▼
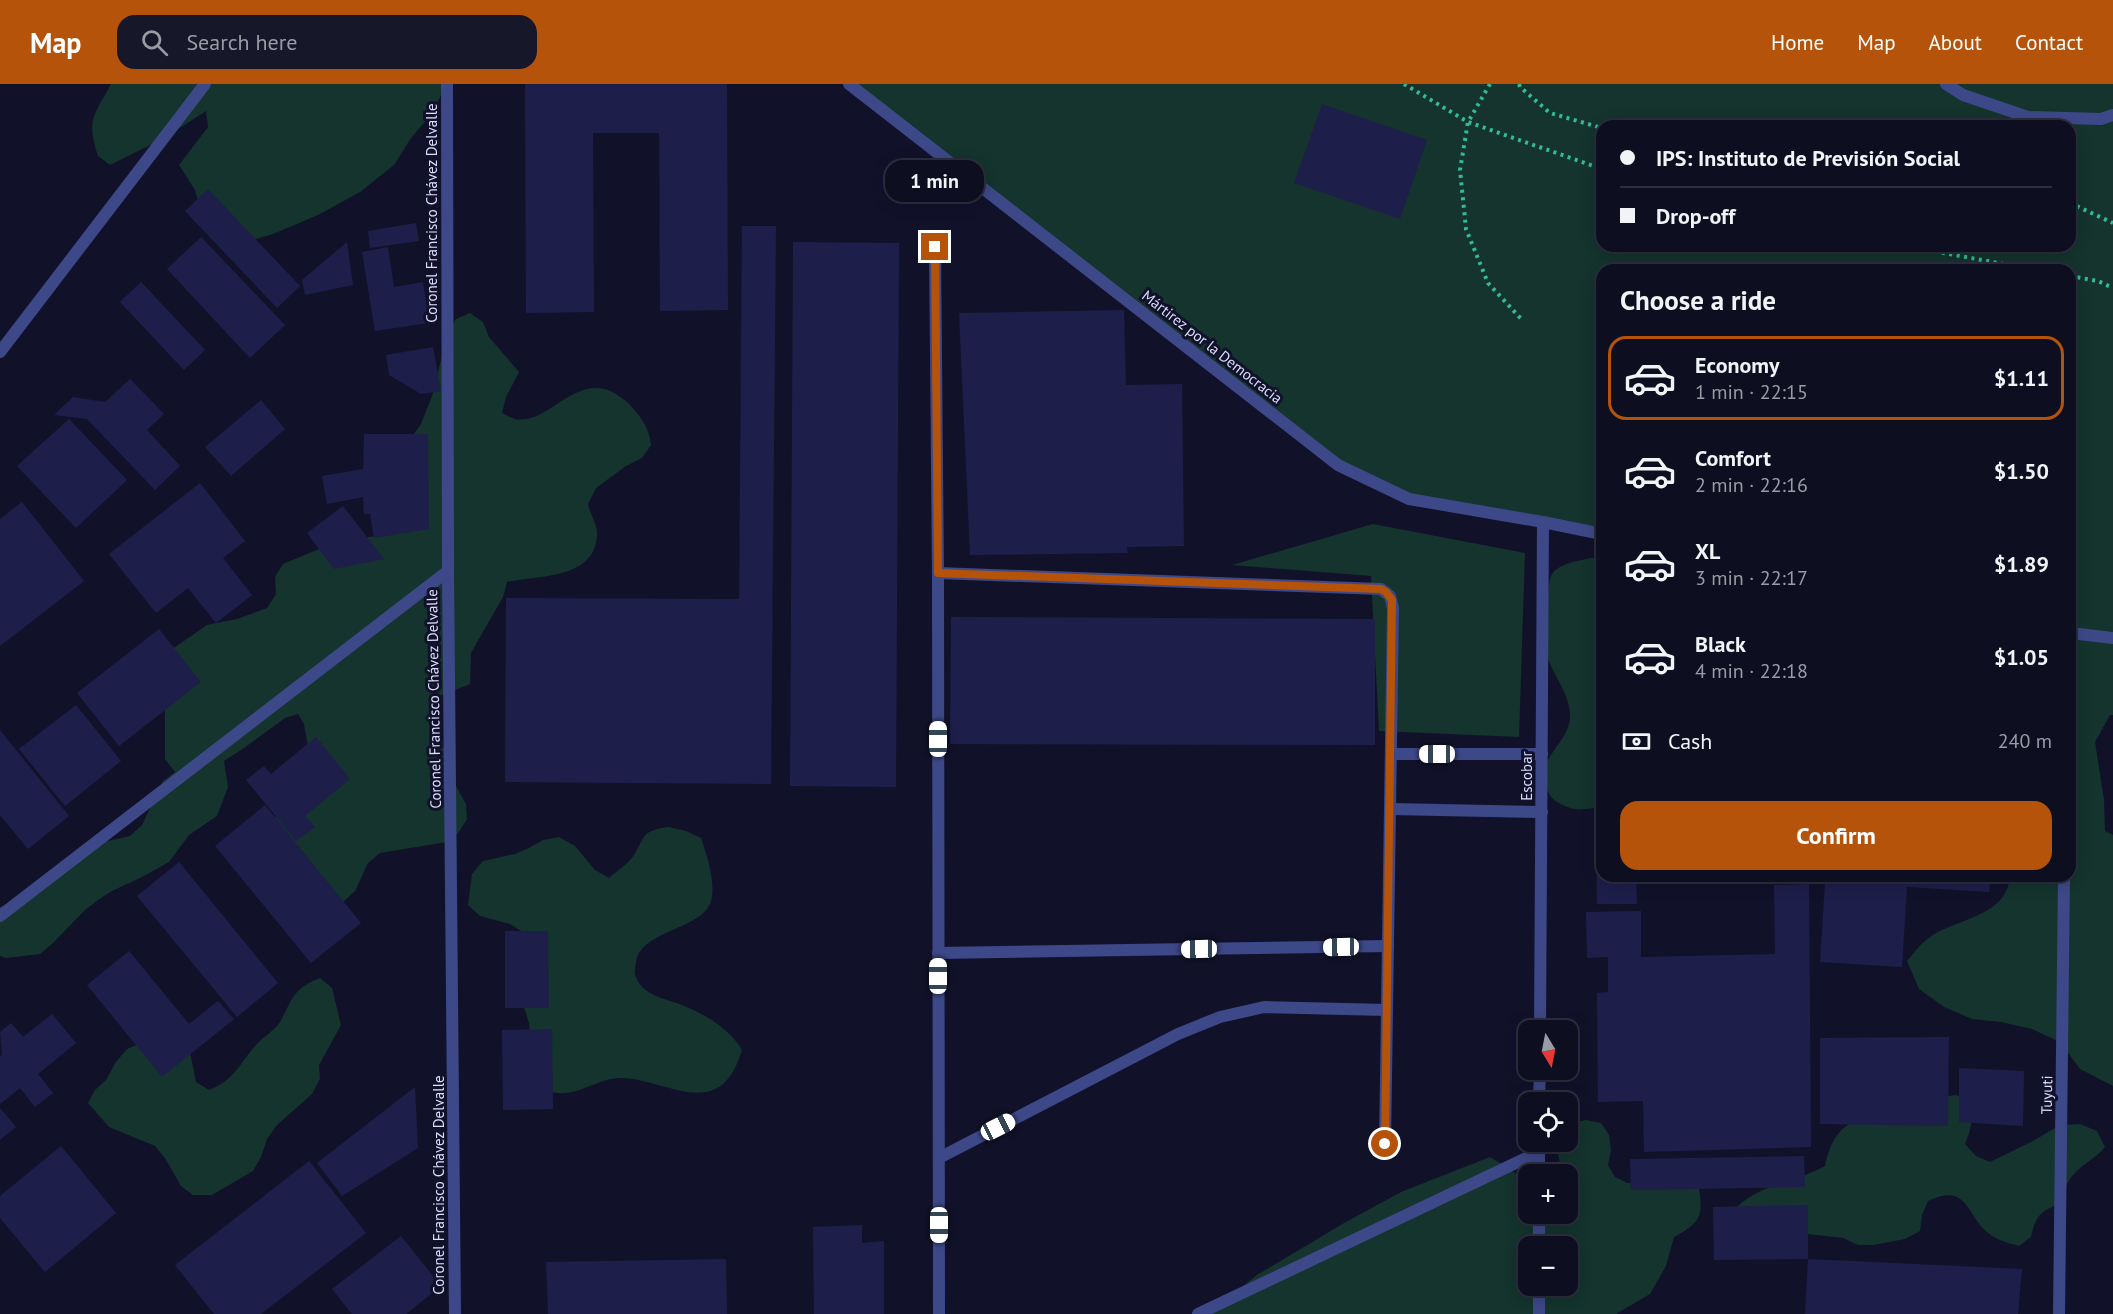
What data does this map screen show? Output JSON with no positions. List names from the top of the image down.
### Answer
{
  "streets": {
    "street": [
      "Coronel Francisco Chávez Delvalle",
      "Mártirez por la Democracia",
      "Escobar",
      "Tuyuti"
    ]
  },
  "crossings": [
    ["Mártirez por la Democracia", "Escobar"]
  ],
  "north": "bottom",
  "page": {
    "header": "Map",
    "search": "Search here",
    "nav": [
      "Home",
      "Map",
      "About",
      "Contact"
    ],
    "banner": ["IPS: Instituto de Previsión Social", "Drop-off"],
    "bubble": "1 min",
    "heading": "Choose a ride",
    "list": [
      {
        "name": "Economy",
        "note": "1 min · 22:15",
        "value": "$1.11"
      },
      {
        "name": "Comfort",
        "note": "2 min · 22:16",
        "value": "$1.50"
      },
      {
        "name": "XL",
        "note": "3 min · 22:17",
        "value": "$1.89"
      },
      {
        "name": "Black",
        "note": "4 min · 22:18",
        "value": "$1.05"
      }
    ],
    "pay": ["Cash", "240 m"],
    "buttons": "Confirm",
    "map_buttons": ["+", "−"]
  }
}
▲
Tally the lines of the data that hold the string "value". Answer with the number and nothing more.

4